After a quick glance at the source (in Debian squeeze, which I think is the same version), it does look like entries within a given file and with the same times are executed in order. For this purpose, @daily and 0 0 * * * are identical (in fact @daily is identical to 0 0 * * * in this cron).

I would not rely on this across the board. It's possible that one day someone will decide that cron should run jobs in parallel, to take advantage of these 32-core CPUs that have 31 cores running idle. This might be done when implementing this 20-year old todo item encountered in the cron source:

All of these should be flagged and load-limited; i.e., instead of @hourly meaning "0 * * * *" it should mean "close to the front of every hour but not 'til the system load is low". (…) (vix, jan90)

It's very easy to write @daily job1; job2 here. If it's important that the jobs execute in order, make it a direct consequence of what you write.

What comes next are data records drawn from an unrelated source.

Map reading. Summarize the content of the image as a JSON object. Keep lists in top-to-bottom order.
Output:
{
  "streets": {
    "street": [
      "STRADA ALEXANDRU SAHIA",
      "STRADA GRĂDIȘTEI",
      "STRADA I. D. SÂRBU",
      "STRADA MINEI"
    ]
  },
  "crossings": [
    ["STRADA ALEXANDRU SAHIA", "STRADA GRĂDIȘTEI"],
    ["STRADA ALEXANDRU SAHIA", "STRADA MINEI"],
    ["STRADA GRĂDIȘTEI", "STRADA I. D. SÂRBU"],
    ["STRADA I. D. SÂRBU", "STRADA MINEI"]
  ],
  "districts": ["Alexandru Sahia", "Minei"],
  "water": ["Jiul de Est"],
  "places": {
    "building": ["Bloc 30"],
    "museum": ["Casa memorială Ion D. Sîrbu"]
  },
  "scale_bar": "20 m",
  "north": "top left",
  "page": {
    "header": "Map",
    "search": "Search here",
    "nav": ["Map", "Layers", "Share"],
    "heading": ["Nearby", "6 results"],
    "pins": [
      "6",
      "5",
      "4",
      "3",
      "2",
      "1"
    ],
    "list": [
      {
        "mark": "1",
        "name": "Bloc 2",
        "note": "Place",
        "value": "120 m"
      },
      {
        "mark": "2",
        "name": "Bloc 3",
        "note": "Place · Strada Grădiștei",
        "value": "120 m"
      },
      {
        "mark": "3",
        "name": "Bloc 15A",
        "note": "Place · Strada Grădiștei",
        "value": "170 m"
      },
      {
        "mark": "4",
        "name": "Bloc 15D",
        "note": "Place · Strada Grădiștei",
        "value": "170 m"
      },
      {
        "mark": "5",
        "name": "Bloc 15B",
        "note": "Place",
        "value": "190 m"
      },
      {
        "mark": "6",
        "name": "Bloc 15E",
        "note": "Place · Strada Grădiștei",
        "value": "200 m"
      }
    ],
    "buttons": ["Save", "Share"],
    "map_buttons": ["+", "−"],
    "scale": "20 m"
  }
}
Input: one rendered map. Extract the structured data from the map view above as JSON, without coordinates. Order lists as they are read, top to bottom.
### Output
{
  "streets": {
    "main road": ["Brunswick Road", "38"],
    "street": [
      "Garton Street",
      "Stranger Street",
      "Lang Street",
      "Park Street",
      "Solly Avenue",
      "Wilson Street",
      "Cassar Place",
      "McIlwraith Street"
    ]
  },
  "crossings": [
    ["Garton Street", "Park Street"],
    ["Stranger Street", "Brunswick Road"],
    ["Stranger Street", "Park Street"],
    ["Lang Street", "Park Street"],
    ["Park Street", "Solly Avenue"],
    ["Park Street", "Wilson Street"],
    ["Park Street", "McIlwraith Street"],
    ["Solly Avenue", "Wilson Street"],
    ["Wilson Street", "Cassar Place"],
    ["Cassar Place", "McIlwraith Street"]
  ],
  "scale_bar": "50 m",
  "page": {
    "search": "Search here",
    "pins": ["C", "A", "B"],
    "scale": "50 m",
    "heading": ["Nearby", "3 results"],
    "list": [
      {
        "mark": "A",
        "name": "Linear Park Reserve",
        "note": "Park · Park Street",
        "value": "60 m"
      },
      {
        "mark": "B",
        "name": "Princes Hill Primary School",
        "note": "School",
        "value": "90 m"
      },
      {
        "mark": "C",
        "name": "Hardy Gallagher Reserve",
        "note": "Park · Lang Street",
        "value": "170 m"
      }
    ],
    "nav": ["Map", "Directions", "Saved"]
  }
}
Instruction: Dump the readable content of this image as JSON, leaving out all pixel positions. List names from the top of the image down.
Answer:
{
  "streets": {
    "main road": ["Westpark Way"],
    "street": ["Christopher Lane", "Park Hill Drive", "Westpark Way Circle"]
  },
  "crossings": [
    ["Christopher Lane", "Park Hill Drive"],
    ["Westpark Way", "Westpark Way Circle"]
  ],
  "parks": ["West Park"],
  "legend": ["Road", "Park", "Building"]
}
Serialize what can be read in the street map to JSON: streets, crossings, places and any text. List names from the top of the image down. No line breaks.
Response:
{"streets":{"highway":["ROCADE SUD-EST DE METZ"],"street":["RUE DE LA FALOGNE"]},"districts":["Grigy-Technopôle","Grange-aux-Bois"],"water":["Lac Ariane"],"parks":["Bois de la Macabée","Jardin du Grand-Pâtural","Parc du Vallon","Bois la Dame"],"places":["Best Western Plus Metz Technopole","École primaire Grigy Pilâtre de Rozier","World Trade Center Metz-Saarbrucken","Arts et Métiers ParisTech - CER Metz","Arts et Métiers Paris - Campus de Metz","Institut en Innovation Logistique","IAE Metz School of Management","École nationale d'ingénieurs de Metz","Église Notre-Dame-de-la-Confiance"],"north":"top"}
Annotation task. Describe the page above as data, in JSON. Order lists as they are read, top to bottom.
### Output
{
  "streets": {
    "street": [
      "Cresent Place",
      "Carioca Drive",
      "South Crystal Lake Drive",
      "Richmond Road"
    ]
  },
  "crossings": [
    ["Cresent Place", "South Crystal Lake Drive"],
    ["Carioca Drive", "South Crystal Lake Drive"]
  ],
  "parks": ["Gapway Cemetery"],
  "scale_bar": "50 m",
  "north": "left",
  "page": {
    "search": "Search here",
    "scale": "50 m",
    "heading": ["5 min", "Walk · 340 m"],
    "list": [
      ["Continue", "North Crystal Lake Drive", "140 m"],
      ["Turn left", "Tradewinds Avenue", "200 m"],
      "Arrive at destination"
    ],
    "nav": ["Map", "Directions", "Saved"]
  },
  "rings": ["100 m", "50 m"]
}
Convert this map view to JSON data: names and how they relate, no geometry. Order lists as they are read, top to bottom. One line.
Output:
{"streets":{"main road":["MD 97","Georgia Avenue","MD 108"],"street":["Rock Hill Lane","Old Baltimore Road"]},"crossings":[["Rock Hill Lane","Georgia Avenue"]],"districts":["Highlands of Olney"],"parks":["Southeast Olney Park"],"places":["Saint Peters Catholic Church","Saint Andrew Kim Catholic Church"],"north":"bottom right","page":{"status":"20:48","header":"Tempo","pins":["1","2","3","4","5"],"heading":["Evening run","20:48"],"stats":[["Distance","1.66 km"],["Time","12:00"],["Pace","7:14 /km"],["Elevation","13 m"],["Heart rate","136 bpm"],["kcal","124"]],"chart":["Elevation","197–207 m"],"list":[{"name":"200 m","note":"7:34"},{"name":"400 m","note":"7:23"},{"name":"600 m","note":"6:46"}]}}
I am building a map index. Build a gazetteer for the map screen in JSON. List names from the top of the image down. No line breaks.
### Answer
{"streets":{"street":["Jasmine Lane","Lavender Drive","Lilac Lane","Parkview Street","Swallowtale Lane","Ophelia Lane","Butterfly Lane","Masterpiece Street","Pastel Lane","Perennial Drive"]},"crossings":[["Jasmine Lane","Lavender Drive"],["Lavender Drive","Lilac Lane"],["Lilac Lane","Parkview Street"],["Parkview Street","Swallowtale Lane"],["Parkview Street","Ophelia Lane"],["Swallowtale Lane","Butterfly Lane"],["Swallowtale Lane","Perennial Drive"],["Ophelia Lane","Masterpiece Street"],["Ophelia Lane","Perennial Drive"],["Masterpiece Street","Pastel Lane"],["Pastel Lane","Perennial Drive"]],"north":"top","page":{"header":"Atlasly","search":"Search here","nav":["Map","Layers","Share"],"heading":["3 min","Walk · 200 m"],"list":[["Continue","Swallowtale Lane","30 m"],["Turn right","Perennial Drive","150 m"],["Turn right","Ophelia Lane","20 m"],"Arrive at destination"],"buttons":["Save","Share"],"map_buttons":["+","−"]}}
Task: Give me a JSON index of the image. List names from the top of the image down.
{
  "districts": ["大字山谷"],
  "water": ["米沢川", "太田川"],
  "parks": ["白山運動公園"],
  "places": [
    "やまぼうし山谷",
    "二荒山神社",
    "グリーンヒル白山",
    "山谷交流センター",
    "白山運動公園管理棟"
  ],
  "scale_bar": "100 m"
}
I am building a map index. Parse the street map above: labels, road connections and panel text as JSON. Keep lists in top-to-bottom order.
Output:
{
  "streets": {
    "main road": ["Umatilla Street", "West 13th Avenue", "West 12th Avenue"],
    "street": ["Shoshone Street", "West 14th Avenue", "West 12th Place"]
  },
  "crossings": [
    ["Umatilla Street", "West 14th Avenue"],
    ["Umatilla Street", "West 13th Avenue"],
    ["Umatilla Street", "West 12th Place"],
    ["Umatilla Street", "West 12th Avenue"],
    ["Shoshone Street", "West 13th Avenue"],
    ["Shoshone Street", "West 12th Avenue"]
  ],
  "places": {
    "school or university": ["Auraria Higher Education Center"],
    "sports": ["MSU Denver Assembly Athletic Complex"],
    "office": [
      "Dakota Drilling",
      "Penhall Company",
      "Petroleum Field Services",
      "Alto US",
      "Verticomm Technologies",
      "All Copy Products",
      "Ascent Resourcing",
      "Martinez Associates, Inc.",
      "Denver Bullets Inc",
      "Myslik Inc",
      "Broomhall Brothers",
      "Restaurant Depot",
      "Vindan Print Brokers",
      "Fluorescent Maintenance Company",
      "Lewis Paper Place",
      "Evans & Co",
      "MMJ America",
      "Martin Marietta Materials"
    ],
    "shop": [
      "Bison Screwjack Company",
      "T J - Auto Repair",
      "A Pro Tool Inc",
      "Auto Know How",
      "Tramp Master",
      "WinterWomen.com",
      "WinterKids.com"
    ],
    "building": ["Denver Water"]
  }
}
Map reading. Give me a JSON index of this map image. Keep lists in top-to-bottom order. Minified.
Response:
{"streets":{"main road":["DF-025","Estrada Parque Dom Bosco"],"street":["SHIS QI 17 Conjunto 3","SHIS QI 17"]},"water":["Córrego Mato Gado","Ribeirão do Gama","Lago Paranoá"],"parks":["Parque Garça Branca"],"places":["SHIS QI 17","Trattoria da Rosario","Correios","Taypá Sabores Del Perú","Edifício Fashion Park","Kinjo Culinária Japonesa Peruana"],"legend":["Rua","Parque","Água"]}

Additionally, making the order explicit removes the risk that a future administrator will reorder the lines thinking that it won't matter.

Solution 2

http://ss64.com/osx/crontab.html (as well as other references) says that @daily is equivalent to

0 0 * * *

which says to run at midnight. I would expect two lines of this sort to both be launched as close to midnight as possible, with no guarantee as to which would run first. I agree with jw013's suggestion in his comment:

The fact that it is under-specified usually means it is left up to the implementation, and it's usually best not to depend on such behavior. It's probably cleaner and better organized to put a sequence of jobs where the sequence matters in its own script instead of as separate crontab entries.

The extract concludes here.